Sewage Shows Coronavirus Spread
The SARS-CoV-2 coronavirus appeared in East Asia in
late 2019, and was spreading world-wide in early 2020.
It causes the severe acute respiratory syndrome
known as COVID-19.
The general public and the media referred to both the virus and the disease
as "coronavirus".
COVID-19 is a respiratory disease.
It leads to a life-threatening condition similar to pneumonia.
It's spread by people shedding viral particles in their breath,
when coughing or even just breathing, within a range of about two meters.
It's encased in a lipid outer layer, so soap can destroy it.
Unfortunately, infected people are contagious before becoming symptomatic.
The primary human-to-human transmission mode is by respiratory droplets,
and also via fomites (skin cells, hair, clothing, bedding),
but a significant fraction of patients shed the viral RNA in feces.
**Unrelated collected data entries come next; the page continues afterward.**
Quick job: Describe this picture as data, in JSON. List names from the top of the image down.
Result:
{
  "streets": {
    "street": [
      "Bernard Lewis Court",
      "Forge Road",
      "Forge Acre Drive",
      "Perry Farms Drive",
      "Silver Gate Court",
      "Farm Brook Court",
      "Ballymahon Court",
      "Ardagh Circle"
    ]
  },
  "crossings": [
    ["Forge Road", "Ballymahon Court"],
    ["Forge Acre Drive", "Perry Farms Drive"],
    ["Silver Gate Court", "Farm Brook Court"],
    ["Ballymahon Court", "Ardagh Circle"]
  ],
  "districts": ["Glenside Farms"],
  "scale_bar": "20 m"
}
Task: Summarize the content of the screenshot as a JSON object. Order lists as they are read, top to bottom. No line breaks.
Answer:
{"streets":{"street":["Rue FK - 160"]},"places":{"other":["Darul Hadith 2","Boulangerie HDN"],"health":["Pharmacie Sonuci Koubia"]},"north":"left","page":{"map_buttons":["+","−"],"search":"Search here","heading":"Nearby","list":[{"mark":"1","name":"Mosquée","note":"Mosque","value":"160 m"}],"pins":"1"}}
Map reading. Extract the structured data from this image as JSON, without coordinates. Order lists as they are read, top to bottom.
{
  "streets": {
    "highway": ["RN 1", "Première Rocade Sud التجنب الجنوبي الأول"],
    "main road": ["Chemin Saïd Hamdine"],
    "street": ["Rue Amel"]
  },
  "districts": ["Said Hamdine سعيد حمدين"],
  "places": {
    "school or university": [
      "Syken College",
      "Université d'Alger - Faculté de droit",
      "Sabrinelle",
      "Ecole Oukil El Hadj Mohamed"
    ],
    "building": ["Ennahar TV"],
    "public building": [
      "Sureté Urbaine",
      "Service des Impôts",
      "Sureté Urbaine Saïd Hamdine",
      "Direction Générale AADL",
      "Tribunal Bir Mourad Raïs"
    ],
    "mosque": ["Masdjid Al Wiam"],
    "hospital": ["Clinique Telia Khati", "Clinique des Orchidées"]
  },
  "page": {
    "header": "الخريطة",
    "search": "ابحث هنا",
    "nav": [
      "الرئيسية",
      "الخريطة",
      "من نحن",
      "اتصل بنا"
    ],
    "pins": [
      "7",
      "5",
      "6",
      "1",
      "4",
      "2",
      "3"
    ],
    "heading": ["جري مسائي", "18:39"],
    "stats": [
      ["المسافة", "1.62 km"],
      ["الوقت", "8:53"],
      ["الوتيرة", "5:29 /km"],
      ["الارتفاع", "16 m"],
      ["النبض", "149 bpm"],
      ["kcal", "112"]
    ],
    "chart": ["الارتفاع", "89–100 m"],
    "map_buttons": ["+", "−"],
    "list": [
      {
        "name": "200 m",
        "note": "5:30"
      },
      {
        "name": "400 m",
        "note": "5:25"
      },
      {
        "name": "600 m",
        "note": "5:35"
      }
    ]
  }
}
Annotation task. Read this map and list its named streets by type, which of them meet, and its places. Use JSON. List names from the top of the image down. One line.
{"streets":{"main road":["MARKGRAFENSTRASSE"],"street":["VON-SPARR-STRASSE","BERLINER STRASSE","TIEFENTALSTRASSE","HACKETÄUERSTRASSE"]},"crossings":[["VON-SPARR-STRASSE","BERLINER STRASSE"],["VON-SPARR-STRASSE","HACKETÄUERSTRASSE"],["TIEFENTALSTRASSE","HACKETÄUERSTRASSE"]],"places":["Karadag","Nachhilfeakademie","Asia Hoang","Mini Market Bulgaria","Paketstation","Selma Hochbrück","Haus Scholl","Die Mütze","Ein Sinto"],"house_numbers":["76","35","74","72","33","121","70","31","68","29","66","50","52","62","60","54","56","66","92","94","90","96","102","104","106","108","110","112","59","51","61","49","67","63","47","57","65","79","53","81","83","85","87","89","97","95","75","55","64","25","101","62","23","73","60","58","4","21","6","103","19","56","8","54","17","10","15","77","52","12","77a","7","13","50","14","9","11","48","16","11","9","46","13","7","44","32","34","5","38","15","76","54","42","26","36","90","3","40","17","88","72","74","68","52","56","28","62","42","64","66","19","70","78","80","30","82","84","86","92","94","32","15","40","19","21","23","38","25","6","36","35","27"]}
Early Coronavirus Signs in Sewage
Researchers in the Netherlands were the first to find that the
SARS-CoV-2 coronavirus could appear in municipal wastewater
systems before cases were officially detected and reported by
public health systems.
Presence of SARS-Coronavirus-2 in sewage
The paper
"Presence
of SARS-Coronavirus-2 in sewage"
by Gertjan Medema, Leo Heijnen, Goffe Elsinga, Ronald Italiaander,
and Anke Brouwer,
reports on a project that sampled sewage at 7 cities and Schiphol Airport.
They took their first samples on 6 February 2020,
there was no sign of the virus.
The first COVID-19 case in the Netherlands was reported on 27 February.
By 5 March, viral genetic material was being detected
at six of the eight sites.
Epidemiologists believe that it is unlikely that wastewater will
will become an important transmission pathway for SARS-CoV-2 or similar
coronaviruses.
However, increasing circulation of the virus in the population
will increase the virus load in the cities' sewer systems.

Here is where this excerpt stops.